Tanto mi madre como todos mis tíos jamás pu­dieron salir de dudas acerca de la salud de la tía porque el médico, íntimo amigo de ella, les retaceó información amparado en el pedido Eugenia.
Para mí la tía se sui­cidó, lo sospecho por su vida solitaria según los di­chos familiares y por aquella mirada hueca que mamá siempre recordó en ella, la tarde que echó el primer puñado de tierra sobre el ataúd de la abuela - ¡lamento tanto no poder re­cordarla!.
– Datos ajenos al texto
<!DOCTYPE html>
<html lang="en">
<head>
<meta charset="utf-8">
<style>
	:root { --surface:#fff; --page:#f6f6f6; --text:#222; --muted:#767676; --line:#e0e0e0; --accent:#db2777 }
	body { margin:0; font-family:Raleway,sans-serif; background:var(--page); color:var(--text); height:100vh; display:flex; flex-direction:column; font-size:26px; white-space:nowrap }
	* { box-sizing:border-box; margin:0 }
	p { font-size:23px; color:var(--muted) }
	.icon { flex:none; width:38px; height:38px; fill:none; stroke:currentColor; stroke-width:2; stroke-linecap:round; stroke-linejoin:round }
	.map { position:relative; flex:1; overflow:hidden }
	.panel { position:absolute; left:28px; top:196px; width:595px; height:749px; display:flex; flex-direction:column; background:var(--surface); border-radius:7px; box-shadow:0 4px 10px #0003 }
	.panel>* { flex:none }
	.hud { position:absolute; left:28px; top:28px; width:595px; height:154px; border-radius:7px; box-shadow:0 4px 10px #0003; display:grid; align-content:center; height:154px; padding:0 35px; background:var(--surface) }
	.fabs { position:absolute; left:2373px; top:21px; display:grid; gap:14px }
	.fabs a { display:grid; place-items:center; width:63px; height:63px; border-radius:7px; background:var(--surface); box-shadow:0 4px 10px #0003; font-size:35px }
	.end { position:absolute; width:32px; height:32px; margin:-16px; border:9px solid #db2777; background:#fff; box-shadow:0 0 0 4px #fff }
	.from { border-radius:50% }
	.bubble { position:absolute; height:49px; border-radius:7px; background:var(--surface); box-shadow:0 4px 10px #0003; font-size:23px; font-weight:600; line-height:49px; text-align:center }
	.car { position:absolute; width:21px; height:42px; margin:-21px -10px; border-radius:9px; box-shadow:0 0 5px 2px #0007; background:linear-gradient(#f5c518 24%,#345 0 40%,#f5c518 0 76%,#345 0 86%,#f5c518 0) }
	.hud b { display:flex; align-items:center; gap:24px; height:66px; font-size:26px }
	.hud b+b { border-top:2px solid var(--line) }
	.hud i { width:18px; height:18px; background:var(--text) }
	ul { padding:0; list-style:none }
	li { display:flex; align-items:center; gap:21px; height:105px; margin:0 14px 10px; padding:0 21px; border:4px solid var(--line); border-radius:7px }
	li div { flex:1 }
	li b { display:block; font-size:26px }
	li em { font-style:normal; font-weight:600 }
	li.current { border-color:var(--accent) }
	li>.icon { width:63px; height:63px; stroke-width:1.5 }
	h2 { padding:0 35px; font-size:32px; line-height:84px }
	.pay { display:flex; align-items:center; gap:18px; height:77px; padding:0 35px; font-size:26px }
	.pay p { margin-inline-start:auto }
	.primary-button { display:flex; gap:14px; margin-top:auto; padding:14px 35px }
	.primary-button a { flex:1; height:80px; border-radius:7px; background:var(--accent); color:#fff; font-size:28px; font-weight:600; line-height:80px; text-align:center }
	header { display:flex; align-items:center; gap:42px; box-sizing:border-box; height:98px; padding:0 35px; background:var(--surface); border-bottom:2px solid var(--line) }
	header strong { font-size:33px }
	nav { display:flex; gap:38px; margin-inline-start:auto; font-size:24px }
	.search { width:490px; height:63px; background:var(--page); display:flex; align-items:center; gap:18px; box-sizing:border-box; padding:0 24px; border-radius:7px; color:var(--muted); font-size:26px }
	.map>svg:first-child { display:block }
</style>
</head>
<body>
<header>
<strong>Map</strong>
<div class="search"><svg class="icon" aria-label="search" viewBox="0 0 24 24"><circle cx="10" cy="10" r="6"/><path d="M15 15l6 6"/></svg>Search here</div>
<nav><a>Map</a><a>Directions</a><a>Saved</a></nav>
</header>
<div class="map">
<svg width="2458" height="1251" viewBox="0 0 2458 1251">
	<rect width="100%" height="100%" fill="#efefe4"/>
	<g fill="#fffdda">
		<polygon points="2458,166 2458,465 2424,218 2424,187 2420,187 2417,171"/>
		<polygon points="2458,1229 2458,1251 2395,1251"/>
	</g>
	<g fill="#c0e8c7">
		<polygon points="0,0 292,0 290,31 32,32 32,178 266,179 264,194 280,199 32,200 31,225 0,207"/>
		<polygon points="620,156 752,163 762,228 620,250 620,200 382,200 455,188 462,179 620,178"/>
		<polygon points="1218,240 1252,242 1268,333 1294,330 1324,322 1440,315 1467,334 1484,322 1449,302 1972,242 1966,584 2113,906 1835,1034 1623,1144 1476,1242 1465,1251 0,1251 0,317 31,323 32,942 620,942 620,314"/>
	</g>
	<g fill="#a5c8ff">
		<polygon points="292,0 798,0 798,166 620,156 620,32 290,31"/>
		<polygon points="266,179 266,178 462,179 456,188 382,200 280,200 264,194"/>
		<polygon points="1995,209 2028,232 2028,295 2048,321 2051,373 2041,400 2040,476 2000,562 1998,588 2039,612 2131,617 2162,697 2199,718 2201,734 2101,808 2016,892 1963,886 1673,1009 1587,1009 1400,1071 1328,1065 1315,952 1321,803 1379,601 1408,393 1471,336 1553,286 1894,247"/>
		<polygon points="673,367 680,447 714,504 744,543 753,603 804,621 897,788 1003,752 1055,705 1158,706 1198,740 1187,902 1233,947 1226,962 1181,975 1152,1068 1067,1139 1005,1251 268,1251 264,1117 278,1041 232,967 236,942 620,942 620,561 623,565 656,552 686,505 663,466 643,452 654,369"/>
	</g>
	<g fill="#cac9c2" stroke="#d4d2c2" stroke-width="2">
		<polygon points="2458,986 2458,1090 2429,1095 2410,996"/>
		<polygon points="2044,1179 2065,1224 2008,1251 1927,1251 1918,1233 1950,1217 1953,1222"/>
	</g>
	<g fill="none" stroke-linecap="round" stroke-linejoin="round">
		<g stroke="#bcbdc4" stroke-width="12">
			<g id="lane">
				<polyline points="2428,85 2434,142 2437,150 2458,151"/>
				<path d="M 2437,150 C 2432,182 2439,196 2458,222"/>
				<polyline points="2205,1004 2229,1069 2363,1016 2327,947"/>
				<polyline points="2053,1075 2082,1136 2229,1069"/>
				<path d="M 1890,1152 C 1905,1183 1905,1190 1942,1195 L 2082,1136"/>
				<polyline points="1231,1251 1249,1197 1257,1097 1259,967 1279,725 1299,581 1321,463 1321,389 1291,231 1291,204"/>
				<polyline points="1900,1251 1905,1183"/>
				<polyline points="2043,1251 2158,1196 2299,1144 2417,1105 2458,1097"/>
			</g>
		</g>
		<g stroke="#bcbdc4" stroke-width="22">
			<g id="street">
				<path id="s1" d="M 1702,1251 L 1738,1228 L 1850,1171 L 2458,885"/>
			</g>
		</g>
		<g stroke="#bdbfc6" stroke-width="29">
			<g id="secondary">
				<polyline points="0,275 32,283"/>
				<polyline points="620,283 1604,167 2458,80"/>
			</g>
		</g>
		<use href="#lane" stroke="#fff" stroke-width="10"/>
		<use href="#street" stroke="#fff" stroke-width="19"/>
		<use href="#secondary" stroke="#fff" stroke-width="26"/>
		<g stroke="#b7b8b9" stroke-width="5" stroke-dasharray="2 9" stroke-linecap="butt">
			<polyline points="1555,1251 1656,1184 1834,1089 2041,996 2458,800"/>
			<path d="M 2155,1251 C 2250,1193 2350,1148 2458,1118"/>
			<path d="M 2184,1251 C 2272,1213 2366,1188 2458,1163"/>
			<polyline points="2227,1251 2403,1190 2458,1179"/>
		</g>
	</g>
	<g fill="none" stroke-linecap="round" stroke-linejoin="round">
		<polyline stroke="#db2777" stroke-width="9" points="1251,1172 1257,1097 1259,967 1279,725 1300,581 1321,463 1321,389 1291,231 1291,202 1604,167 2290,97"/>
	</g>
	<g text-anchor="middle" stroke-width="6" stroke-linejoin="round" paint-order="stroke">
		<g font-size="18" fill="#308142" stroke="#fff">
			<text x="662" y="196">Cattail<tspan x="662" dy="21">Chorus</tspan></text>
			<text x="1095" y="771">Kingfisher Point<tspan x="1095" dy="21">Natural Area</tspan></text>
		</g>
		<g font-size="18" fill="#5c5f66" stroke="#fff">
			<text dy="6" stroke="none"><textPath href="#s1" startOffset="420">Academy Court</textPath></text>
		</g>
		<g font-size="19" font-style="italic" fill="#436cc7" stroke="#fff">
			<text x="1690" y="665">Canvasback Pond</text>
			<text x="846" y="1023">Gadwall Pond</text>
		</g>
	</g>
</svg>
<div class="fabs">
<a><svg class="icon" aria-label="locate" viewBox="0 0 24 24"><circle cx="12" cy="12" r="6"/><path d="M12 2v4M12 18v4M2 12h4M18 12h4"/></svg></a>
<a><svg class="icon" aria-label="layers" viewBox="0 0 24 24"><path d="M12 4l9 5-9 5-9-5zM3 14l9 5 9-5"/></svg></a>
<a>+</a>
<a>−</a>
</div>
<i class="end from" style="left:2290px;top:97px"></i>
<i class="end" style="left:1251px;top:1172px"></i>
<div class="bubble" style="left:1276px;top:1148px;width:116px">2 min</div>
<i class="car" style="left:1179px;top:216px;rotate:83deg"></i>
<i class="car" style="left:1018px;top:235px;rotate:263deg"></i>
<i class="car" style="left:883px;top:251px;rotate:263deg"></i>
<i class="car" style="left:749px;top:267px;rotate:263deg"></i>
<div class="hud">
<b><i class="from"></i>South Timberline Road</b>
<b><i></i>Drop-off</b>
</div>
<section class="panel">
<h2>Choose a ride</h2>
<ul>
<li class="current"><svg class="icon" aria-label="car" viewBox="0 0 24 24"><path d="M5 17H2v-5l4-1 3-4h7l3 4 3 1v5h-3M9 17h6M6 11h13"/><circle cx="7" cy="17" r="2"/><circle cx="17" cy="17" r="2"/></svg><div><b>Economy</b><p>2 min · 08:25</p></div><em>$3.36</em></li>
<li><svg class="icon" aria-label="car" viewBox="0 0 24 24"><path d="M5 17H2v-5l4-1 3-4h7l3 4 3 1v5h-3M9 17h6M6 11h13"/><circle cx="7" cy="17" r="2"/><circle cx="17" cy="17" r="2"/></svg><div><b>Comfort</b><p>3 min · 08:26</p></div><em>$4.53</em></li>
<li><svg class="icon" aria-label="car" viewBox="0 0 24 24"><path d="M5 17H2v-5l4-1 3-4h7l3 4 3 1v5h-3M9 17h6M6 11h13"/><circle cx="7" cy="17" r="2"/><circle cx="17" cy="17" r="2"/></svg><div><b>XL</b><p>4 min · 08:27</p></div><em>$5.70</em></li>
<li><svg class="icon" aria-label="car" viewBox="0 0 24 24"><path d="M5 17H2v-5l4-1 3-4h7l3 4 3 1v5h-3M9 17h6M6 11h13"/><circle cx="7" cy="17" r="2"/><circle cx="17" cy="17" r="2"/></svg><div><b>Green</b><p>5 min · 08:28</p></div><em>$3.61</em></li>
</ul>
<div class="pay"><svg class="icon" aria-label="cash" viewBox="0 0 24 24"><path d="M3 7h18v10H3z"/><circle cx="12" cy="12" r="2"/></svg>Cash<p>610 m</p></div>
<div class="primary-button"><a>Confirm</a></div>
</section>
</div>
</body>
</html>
El discurso que le dio mi abuela, me fue con­tado por mamá lo escuchó a través del ventanal mientras reprochaba en silencio, la crueldad senil de su madre. Después de lo de Eu­genia, mamá prácticamente no volvió a ver a sus hermanos. Siempre que salía el tema contaba que desde chicos ya, su hermana y ella habían sido muy unidas, y los tres va­rones habían andado cada cual por su lado.

Han pasado treinta y dos años desde que fallecieron aquellas dos mujeres. Hoy el sol, también perezoso, deja entrever rayos débiles. Mis hermanos caminan y hablan despacio mientras inventan tonterías para despejarse. Han hecho tres veces café y mis sobrinos berrean a sus madres el aburrimiento.
Estoy al lado de la cama de mi madre, viéndola morir, y sintiendo la impoten­cia de no saber qué hacer para que no sufra. Y siento pánico... porque de sus cuatro hi­jos, me ha elegido para hablar a solas.